How to Check for Duplicate Content? Getting rid of Doubles Manually and Using Tools
We’re initially focused on providing you with quality backlinks. But not everyone takes into account that quality of referred pages is important as well. Our research shows that one of the most common on-page mistakes is duplicated pages. In this regard, we simply can’t ignore the subject of duplicate pages identification. We’ll consider how to check for duplicate content manually and using the most popular instruments.
Why do you need to search for duplicate content?
On-page SEO is one of the most important components in the successful promotion of the website. Sites quite often have problems with duplicate pages, which as a rule significantly lower the results of the promotion. In this video a former head of the webspam team in Google Matt Cutts tells how Google handles duplicate content and what negative effects it has on rankings from an SEO perspective.
The presence of internal duplicate pages can lead to errors of indexing and even nullify the results of the promotion. E.g., if a page has promoted doubles, one of them can replace an original page in SERPs after the next update. This is usually accompanied by significant subsidence position, since a double, unlike the promoted page, has no reference weight (as it has no backlinks). LinksManagement met a lot of different variants of internal duplicates of various complexity, but still there was no problem we couldn’t solve. The main thing is not to delay, as over time pages fall out of index and a website loses traffic.
Reasons of content duplication
|Reason, №||Technical mistakes||Document format conversion||Document editing||Replacing text letters|
|1||Changing of the title and signature of the document (header, footer)||Changing of the document format (DOC, PDF or HTML)||Inserting and deleting text paragraphs; text truncation||Pasting of the sets of random characters in the text|
|2||Changing of navigation elements||Different versions and copies of the document||Rearrangement of sentences and paragraphs||Arbitrary insertion and removal of spaces|
|3||Different HTML addresses, leading to a single document||Text of license agreements and other boilerplate texts||Text formatting, operator’s errors||Replacing letters from Cyrillic to Latin|
Complete and partial doubles
- Complete doubles are pages with exactly the same content, which have different URL-addresses.

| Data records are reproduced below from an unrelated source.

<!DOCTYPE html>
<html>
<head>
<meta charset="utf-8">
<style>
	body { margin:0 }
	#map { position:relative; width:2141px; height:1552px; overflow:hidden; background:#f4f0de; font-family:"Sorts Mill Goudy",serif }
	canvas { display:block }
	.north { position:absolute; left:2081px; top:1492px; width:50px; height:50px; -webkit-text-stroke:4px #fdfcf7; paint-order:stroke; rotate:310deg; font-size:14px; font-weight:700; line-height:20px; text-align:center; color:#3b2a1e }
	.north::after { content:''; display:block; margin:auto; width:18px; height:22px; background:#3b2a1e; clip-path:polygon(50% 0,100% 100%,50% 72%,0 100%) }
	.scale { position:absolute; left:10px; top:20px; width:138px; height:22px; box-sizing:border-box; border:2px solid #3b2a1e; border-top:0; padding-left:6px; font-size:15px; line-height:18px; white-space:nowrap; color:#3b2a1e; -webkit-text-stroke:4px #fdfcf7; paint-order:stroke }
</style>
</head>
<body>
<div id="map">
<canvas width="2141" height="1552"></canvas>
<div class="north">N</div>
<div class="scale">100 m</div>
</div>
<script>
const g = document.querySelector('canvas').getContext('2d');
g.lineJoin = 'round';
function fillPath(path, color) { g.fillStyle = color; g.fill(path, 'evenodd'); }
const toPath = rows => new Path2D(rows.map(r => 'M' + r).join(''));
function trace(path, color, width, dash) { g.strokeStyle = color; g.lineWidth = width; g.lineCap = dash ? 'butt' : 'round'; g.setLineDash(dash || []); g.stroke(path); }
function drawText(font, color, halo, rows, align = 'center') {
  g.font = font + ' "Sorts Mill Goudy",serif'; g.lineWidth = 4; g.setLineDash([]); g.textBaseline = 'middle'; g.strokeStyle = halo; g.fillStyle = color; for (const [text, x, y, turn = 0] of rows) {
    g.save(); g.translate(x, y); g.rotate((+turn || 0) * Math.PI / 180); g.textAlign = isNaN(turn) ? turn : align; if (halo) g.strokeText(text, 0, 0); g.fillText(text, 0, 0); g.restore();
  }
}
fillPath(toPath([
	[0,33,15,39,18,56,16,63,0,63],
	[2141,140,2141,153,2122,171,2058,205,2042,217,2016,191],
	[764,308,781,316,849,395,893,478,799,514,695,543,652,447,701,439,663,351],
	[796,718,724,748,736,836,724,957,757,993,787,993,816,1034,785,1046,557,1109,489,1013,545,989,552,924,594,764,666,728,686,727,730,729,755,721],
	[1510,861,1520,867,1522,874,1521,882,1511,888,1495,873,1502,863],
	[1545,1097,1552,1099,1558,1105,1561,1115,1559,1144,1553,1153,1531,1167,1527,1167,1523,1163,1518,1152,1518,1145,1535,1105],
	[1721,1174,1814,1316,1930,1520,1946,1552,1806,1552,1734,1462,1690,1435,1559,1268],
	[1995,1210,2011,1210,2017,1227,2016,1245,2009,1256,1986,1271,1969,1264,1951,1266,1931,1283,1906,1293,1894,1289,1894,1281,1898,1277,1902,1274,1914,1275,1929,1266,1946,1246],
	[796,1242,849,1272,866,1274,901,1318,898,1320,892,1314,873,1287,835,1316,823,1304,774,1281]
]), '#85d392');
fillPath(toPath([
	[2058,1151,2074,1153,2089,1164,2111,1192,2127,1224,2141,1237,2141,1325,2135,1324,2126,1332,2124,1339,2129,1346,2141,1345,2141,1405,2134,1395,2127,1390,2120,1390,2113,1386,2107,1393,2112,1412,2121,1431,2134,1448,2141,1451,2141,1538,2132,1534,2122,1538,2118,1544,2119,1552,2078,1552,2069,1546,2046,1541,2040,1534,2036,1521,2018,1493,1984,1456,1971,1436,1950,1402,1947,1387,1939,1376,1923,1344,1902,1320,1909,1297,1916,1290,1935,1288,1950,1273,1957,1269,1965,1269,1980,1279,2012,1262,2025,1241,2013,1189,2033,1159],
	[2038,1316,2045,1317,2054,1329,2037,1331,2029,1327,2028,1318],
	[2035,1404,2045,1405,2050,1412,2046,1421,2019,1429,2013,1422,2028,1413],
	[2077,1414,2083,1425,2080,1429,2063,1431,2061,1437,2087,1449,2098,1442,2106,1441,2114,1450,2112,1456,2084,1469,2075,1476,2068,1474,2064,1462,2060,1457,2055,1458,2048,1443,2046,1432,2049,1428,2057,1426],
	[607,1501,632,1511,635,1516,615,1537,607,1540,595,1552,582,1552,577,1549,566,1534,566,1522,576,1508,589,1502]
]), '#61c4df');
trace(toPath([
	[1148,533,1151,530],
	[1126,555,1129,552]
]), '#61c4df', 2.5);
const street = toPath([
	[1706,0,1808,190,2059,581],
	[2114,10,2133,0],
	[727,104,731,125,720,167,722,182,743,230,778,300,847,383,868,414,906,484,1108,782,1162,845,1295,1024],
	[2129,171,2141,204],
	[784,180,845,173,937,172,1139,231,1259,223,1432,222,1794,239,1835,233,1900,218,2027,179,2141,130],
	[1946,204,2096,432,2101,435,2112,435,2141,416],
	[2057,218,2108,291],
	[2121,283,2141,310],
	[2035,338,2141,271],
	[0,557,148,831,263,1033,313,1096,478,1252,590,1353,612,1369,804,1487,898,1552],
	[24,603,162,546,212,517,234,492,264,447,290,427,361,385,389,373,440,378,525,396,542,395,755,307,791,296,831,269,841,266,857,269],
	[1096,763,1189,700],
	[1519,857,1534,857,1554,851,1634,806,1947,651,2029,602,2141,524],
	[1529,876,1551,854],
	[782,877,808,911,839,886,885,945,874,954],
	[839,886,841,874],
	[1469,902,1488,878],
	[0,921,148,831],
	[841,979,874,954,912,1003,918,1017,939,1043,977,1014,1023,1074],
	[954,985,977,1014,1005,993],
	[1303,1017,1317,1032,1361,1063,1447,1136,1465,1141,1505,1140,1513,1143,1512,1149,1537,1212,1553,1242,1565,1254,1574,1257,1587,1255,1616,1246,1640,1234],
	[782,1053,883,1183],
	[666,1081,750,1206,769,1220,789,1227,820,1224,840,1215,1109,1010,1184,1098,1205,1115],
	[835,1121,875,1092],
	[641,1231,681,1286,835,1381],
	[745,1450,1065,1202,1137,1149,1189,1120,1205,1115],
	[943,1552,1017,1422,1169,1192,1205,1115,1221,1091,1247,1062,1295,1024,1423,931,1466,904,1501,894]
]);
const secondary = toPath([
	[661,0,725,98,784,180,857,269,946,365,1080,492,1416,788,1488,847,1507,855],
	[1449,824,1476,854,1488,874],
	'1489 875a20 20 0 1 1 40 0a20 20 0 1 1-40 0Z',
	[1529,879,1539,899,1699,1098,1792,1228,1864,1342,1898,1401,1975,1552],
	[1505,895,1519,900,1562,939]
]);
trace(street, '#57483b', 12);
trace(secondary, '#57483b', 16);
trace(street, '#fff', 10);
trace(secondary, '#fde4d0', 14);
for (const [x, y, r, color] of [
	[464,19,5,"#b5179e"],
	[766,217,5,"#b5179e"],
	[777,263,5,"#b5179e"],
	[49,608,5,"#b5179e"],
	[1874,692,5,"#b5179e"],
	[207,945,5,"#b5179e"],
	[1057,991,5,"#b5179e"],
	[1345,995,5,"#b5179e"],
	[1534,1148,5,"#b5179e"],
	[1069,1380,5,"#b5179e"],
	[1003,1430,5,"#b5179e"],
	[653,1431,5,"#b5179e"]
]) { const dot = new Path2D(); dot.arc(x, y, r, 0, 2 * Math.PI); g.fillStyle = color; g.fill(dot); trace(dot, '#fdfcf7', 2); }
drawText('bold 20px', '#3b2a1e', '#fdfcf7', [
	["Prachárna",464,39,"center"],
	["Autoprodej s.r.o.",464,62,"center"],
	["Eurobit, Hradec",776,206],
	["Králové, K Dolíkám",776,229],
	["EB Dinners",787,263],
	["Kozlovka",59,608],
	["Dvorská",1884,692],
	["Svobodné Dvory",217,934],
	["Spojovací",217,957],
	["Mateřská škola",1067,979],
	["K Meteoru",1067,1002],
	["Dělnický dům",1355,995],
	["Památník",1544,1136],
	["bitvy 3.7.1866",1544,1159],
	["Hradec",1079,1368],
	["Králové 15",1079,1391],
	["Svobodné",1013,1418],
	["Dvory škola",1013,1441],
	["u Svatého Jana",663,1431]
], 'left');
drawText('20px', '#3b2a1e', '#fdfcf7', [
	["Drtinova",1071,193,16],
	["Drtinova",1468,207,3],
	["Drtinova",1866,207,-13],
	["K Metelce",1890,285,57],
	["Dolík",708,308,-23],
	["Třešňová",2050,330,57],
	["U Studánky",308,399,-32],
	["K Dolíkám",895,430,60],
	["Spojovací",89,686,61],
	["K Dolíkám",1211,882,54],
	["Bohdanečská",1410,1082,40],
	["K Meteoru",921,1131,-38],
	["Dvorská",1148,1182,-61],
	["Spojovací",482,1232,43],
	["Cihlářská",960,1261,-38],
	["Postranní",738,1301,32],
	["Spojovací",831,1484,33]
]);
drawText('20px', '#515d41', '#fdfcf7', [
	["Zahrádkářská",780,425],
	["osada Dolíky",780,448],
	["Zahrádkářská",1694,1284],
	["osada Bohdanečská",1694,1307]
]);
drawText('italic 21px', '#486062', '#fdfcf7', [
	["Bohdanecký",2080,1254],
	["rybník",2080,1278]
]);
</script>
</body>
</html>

For example, the page for printing and its normal original page with sessions identifiers, the same page with different extensions (.html, .php, .htm). Most of the doubles are generated by site engines, but also there are those that occur because of the carelessness of webmasters. Complete duplicates often appear after replacing a site design or structure: all pages get new URL-addresses, but the old address still work, and, as a result, each page is available in 2 different URLs. The other causes are: URL with GET parameters, incorrectly configured 404 page, URL in different registers, addresses with or without “/” at the end of URL, the same content for the first pagination and category pages (while they have different addresses), a 302 redirect.
- Partial doubles are pages with a very similar content. They occur in the case when page content consists of only one picture, and the rest is doorway blocks, page headings with a description of a product by only one sentence, etc. The other case is quite common for online shops, where the same goods are sometimes sorted by various indicators.
Why are duplicate pages dangerous?
- Site indexing getting worse. If your project has several thousand pages, and each of them has one double, a volume of the site “blows up” in 2 times. But what if you create more than one double? A rhetorical question.
- Incorrect distribution of backlink weight. Sometimes doubles appear as a result of incorrect internal linking. A duplicate can be considered as more important than the basic version of the page. Moreover, behavioral factors are also measured for the duplicate page.
- Changing of a relevant page in SERPs. Search algorithms can consider a double as a more relevant to a correspondent search query. Pages change in search results is often accompanied by a significant position decrease.
- Loss of external reference weight. When users got interested in your product or article, they sometimes share it with others via social buttons or even manually by putting links. If a target product was on a duplicate page, then a user will refer to it, and you lose that natural link.
How to avoid duplicate website content?
The way of getting rid of duplicates depends on how doubles appeared on a websource and whether there is a need to leave them in the index (e.g., if it is a product category or gallery).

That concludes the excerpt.